Stored items:
########################################

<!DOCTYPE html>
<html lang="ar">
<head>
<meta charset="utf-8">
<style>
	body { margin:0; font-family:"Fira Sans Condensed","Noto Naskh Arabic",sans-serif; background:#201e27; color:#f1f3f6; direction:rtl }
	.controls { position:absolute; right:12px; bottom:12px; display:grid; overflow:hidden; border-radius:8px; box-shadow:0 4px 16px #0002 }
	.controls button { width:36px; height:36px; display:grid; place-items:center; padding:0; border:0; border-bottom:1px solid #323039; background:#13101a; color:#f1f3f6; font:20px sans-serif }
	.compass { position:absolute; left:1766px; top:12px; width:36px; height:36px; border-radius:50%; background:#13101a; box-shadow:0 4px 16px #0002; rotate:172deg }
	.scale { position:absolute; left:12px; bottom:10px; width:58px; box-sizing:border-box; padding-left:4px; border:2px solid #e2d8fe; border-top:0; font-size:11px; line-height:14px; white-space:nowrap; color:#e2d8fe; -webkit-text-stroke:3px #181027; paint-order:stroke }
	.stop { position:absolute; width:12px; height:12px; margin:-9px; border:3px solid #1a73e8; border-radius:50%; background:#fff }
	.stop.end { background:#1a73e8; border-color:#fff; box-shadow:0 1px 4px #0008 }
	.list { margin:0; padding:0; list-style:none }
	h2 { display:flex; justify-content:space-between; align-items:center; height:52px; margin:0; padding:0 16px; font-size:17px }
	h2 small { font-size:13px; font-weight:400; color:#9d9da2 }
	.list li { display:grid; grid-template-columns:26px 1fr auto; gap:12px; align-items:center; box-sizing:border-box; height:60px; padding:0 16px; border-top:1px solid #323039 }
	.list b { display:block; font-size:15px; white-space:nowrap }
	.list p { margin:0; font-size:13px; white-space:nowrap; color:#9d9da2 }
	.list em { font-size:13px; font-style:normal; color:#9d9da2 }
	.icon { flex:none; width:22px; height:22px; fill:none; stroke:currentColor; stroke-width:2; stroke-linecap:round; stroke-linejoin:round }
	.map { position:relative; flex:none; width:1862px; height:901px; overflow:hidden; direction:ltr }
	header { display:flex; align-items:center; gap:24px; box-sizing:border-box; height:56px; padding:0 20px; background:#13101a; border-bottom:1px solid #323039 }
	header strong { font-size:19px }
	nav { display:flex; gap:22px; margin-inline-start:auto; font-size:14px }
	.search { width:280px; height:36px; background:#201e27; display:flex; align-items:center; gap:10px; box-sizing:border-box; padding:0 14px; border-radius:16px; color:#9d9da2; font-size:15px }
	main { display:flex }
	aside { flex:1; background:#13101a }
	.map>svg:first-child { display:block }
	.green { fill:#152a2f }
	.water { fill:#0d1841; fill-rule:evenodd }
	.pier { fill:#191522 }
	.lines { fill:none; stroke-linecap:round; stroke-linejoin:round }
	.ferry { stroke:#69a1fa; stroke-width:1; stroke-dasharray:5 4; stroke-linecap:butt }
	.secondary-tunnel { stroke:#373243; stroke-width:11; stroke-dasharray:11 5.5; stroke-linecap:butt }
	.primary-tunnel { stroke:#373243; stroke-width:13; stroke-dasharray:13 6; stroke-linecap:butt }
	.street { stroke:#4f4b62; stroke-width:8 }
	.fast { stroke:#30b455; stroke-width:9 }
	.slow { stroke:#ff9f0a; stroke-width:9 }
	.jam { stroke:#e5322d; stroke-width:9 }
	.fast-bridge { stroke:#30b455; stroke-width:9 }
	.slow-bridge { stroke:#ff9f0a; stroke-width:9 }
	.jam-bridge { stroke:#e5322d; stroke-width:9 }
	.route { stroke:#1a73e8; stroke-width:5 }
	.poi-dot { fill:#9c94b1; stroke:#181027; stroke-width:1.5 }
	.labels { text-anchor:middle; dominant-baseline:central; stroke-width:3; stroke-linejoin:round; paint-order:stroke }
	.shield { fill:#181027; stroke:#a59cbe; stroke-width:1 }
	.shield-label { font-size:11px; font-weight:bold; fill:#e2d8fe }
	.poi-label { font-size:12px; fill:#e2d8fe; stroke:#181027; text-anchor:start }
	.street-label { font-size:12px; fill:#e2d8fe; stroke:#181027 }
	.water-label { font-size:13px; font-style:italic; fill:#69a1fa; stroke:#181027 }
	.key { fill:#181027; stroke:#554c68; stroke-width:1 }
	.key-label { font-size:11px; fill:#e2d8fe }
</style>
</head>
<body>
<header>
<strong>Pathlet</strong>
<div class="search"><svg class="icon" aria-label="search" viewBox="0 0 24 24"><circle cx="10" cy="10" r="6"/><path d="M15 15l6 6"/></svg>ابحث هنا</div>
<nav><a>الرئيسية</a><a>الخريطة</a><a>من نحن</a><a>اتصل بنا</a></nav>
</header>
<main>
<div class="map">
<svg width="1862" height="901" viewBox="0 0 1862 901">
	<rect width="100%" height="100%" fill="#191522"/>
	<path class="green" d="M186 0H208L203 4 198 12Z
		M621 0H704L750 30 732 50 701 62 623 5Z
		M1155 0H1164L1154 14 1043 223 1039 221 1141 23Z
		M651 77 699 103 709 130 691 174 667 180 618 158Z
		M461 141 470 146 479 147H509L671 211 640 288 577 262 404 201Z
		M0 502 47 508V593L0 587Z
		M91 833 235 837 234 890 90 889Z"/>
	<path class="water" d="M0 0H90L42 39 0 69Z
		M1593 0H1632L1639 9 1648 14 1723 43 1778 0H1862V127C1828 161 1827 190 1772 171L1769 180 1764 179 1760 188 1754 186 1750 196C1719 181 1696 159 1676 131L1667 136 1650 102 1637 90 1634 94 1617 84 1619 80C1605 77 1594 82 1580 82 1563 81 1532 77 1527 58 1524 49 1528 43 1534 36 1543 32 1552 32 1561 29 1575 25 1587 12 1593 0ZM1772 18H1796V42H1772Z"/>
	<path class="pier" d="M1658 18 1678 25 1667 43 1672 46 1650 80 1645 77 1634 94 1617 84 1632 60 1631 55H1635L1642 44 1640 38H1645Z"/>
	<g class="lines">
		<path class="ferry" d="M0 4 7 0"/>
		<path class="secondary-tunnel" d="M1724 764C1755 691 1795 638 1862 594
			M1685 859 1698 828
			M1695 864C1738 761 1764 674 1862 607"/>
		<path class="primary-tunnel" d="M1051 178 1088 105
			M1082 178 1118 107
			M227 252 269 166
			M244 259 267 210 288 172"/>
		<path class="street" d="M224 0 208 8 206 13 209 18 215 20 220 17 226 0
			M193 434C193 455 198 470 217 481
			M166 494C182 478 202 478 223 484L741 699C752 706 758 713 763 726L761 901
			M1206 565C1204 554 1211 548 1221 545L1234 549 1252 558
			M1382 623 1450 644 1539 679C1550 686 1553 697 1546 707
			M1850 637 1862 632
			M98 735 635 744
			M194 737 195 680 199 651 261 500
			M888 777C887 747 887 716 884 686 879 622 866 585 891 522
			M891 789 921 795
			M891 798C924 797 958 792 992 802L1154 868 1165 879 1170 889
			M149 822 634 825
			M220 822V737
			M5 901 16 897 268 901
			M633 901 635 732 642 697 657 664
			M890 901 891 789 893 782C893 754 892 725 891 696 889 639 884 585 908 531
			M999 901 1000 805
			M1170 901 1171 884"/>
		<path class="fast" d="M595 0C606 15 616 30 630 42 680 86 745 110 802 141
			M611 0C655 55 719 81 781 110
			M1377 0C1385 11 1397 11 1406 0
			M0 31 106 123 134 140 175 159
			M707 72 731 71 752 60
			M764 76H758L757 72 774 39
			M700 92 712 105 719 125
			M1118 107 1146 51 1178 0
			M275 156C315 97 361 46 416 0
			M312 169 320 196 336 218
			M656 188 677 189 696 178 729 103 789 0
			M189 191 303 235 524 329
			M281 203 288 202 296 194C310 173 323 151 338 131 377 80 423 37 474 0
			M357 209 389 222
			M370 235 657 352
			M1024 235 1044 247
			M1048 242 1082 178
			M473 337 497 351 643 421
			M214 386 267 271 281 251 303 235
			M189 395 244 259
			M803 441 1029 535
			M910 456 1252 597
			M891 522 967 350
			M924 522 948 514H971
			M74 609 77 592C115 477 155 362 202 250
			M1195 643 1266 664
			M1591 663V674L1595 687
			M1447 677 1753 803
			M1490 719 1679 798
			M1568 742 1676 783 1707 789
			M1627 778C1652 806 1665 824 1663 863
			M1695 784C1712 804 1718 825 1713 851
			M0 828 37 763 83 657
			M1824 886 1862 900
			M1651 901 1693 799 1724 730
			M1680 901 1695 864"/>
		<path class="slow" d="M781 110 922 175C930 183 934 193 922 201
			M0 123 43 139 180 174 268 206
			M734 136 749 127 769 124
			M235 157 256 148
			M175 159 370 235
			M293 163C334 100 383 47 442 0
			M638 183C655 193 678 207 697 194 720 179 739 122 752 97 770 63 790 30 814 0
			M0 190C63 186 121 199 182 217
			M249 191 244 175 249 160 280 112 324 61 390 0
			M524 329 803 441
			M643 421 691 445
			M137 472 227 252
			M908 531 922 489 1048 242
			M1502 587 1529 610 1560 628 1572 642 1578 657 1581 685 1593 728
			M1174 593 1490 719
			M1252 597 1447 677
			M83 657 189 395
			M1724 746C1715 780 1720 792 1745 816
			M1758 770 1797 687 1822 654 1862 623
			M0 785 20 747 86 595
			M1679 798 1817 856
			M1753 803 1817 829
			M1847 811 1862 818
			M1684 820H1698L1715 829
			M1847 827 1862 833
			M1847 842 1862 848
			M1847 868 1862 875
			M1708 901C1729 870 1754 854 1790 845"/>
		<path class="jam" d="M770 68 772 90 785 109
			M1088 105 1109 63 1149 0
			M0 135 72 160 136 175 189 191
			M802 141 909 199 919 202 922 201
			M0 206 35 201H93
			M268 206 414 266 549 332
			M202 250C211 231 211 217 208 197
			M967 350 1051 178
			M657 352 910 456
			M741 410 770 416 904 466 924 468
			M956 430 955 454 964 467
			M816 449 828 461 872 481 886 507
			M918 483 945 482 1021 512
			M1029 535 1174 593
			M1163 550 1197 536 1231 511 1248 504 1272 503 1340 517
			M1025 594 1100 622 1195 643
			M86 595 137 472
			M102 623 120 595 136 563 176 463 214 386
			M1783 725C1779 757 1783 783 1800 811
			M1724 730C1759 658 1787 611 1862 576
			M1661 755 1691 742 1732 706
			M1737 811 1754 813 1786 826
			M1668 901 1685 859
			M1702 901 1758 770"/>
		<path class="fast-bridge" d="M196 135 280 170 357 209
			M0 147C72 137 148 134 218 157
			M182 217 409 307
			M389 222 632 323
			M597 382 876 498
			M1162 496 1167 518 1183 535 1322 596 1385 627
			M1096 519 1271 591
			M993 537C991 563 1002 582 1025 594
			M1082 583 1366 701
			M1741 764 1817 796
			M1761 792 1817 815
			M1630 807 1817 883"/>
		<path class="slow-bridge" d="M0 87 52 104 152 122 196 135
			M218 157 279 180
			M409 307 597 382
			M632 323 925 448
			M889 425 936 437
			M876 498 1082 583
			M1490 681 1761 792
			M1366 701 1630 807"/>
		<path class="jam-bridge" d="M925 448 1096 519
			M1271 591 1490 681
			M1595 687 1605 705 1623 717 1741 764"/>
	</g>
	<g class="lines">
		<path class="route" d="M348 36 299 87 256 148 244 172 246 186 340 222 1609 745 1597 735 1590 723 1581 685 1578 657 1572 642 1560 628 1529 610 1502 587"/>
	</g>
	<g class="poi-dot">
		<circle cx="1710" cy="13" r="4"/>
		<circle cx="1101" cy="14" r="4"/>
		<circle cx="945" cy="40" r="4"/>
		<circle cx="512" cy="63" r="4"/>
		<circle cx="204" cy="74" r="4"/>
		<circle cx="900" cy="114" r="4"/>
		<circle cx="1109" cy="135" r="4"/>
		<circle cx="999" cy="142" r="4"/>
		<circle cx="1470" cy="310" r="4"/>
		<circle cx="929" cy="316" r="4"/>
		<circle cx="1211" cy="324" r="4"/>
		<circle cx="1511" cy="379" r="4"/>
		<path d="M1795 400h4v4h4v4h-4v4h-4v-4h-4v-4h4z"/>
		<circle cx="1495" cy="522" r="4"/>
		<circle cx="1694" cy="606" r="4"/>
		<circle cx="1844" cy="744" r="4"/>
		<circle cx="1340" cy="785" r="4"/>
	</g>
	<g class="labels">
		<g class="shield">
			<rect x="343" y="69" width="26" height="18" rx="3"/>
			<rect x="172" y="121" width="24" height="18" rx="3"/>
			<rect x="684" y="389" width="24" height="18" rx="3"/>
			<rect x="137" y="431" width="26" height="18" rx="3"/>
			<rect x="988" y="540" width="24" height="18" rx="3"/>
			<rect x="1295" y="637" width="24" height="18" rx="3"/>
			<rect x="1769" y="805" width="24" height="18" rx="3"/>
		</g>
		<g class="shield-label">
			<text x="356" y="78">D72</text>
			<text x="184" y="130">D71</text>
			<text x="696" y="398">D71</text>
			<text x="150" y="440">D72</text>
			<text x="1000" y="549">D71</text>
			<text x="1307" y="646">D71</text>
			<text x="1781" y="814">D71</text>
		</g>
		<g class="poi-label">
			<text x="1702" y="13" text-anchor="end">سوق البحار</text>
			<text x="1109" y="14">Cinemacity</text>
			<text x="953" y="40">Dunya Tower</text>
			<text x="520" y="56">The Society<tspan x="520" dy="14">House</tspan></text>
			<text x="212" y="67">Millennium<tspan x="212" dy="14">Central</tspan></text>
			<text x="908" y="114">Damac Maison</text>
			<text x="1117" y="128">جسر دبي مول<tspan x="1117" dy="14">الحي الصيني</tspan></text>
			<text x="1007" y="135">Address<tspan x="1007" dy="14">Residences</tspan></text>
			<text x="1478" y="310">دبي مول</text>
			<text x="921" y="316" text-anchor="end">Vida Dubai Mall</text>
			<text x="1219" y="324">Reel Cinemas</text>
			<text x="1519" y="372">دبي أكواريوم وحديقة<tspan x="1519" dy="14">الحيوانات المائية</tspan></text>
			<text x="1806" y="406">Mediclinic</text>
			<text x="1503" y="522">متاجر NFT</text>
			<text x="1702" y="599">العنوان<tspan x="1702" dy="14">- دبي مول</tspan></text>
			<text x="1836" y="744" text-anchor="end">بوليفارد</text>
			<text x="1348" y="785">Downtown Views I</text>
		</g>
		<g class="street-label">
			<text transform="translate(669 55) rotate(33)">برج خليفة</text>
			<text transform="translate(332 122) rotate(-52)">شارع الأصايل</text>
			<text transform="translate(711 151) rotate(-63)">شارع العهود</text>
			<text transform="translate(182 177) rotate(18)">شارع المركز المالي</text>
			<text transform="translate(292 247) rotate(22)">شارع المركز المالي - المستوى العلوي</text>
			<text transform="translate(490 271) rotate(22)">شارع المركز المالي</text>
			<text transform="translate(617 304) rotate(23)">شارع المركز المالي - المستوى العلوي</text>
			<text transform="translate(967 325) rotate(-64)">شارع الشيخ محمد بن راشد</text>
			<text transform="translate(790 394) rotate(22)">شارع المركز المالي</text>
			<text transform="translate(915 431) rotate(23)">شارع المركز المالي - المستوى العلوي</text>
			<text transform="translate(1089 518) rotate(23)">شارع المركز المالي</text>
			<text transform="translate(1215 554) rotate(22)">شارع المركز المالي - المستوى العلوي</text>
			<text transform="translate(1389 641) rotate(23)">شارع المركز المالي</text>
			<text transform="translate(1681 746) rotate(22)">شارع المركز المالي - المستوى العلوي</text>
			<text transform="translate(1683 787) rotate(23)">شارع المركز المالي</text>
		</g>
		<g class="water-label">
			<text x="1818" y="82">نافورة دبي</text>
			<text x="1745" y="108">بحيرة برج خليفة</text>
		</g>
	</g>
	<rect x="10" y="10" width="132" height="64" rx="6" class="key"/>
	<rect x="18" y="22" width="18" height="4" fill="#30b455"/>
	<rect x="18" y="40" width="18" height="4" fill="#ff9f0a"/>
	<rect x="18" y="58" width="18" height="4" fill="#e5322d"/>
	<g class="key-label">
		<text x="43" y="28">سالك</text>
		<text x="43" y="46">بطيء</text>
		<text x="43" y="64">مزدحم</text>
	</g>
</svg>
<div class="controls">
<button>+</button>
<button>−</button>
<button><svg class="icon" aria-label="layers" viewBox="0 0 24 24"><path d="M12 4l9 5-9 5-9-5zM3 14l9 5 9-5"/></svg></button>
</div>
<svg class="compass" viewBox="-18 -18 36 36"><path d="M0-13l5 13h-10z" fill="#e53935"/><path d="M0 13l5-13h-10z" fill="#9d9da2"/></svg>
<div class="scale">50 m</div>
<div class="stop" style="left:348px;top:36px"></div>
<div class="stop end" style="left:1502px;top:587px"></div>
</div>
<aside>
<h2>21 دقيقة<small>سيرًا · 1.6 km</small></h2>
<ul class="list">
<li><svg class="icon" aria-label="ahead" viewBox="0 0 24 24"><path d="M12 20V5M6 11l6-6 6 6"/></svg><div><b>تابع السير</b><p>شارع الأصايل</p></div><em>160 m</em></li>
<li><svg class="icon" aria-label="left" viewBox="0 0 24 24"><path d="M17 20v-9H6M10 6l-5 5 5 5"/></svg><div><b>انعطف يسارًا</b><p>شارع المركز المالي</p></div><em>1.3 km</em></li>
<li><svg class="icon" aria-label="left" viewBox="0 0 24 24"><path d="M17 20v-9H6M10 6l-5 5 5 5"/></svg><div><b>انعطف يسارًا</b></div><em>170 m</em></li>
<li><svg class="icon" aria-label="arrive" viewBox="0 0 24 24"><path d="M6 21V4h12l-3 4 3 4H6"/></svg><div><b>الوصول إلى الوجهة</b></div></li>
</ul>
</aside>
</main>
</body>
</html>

########################################

WORK ITEM
The number alone, please: how many lines in the data contain the string "button"?

TASK OUTPUT
4